McLeodUSA Incorporated
McLeodUSA Technology Park
6400 C Street SW, PO Box 3177
Cedar Rapids, IA 52406-3177
Press and Investor Contact: Bryce E. Nemitz
[email protected]
Phone: (319) 298-7800
FAX: (319) 298-7767
 
FOR IMMEDIATE RELEASE
 
MCLEODUSA INCORPORATED ANNOUNCES EXECUTIVE REALIGNMENT
 
  Cedar Rapids, Iowa, September 2, 1998--McLeodUSA Incorporated
(NASDAQ/NMS:MCLD), a provider of integrated telecommunications services in
Midwest and Rocky Mountain states, today announced a realignment involving
five executives of the Company.
 
  Steve Gray, President and COO of McLeodUSA stated, "This action is a direct
result of the progress we have achieved in our long-term strategy to become a
facilities-based provider. As we begin migrating customers onto the McLeodUSA
network and switches, we have the opportunity to continue to build our
relationships with our customers and communities. We have decided to segment
our current ten-state geography into four regions and assign an existing
executive to lead each region."
 
  Effective immediately, McLeodUSA named the following Regional Presidents:
 
  . Dennis L. Erickson: Indiana, Illinois and Wisconsin;
 
  . Blake O. Fisher, Jr.: Iowa and Minnesota;
 
  . Steven J. Shirar: Missouri;
 
  . David M. Boatner: Colorado, Wyoming, North Dakota and South Dakota.
 
  J. Lyle Patrick, previously Executive Vice President at McLeodUSA, has been
named Group Vice President of Finance and Chief Financial Officer. The CFO
title was previously held by Blake Fisher, now President of the Iowa/Minnesota
Region. Mr. Patrick has been with McLeodUSA since the completion of the merger
with Consolidated Communications Inc. last September. He has assisted Mr.

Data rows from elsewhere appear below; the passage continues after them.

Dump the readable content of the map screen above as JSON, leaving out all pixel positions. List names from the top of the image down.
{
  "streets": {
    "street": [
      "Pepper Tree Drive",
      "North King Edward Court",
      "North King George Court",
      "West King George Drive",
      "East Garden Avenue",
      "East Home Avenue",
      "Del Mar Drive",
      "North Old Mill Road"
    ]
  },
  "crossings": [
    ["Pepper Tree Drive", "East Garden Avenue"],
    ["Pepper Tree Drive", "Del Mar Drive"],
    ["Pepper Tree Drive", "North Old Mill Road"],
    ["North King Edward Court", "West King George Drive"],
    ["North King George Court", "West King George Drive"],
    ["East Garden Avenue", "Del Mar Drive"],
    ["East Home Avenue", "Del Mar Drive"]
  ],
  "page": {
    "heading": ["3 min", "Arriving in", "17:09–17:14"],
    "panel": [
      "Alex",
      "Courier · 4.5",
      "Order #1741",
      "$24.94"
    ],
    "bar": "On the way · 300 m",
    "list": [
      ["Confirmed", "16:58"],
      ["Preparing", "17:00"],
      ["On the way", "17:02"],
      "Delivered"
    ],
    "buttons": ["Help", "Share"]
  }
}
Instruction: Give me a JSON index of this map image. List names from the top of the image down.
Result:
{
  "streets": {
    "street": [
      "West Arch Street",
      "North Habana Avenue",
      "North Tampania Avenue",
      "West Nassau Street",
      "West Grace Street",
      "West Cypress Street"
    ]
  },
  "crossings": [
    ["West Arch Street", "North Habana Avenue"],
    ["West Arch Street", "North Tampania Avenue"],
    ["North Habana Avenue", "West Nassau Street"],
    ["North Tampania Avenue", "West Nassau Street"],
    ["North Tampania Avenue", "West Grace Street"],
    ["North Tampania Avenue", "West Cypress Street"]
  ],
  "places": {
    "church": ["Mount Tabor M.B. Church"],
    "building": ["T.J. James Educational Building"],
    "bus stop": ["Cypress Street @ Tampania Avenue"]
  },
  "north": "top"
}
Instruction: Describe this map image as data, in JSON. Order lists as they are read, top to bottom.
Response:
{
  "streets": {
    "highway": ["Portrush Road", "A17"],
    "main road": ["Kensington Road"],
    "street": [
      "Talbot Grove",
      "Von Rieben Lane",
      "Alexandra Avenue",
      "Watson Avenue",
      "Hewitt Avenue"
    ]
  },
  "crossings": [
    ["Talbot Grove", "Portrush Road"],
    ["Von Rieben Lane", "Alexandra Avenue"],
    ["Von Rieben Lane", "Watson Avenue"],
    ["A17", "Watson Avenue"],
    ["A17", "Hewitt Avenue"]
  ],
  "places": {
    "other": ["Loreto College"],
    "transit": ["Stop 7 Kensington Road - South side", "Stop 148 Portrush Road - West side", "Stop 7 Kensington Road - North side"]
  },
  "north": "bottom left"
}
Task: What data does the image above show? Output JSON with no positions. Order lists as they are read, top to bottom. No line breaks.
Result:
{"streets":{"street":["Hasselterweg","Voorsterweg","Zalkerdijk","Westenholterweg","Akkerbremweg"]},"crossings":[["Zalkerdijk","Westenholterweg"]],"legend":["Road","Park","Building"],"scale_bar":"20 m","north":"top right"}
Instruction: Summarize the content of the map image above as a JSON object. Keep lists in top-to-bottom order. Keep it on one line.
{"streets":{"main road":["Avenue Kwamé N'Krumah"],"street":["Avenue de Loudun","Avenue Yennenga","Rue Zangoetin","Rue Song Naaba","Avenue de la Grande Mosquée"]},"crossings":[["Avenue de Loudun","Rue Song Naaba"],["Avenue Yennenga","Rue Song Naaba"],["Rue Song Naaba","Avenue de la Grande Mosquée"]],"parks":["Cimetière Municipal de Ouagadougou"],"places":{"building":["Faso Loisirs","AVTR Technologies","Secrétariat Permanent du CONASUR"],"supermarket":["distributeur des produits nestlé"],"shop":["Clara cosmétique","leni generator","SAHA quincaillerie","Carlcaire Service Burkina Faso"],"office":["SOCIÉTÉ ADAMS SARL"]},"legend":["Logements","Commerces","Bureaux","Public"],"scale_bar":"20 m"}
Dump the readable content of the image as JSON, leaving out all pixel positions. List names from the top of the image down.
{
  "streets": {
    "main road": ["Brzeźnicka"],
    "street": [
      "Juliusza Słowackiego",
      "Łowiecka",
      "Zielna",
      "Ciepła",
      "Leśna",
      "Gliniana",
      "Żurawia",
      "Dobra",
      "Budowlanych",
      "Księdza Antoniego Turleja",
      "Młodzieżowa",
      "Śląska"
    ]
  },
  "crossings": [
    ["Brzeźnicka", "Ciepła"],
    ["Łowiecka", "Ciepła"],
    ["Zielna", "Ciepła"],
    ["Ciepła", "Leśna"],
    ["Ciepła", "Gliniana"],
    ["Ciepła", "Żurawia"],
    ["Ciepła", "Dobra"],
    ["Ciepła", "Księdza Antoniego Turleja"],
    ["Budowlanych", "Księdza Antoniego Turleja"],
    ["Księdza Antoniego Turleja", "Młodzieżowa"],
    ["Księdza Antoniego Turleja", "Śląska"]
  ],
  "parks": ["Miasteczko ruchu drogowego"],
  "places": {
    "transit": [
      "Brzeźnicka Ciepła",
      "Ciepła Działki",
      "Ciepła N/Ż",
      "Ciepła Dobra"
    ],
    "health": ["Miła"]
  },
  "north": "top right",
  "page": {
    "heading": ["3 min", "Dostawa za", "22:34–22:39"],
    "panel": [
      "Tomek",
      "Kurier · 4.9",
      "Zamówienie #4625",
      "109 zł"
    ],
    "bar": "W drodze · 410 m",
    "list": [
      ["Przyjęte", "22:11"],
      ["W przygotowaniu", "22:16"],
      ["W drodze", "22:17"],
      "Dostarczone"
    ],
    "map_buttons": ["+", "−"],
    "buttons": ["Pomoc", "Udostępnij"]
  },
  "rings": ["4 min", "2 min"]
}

Fisher with recent financing and acquisition activities, and was CFO of
Consolidated Communications prior to the merger.
 
  Gray continued, "This realignment is quite simply the best use of our key
executives. Blake was ready for a new challenge as President of a Region, but
will continue to serve on the Finance Committee and as a member of the Board
of Directors. Lyle has a great deal of industry experience, as demonstrated by
his election in February as Chairman of the CompTel Board of Directors."
 
  McLeodUSA, founded in June of 1991, is a provider of integrated
telecommunications services to business and residential customers. The
Company's telecommunications customers are located in ten Midwest and Rocky
Mountain states; future expansion will add four additional states. McLeodUSA
is a facilities-oriented telecommunications provider with seven switches,
344,000 local lines, 5,000 employees, and nearly 5,600 route miles of fiber
optic network. In the next 12 months, the Company's publishing subsidiaries
will distribute nearly 16 million copies of competitive directories in 20
states, reaching 27 million people or 10 percent of the nation's population.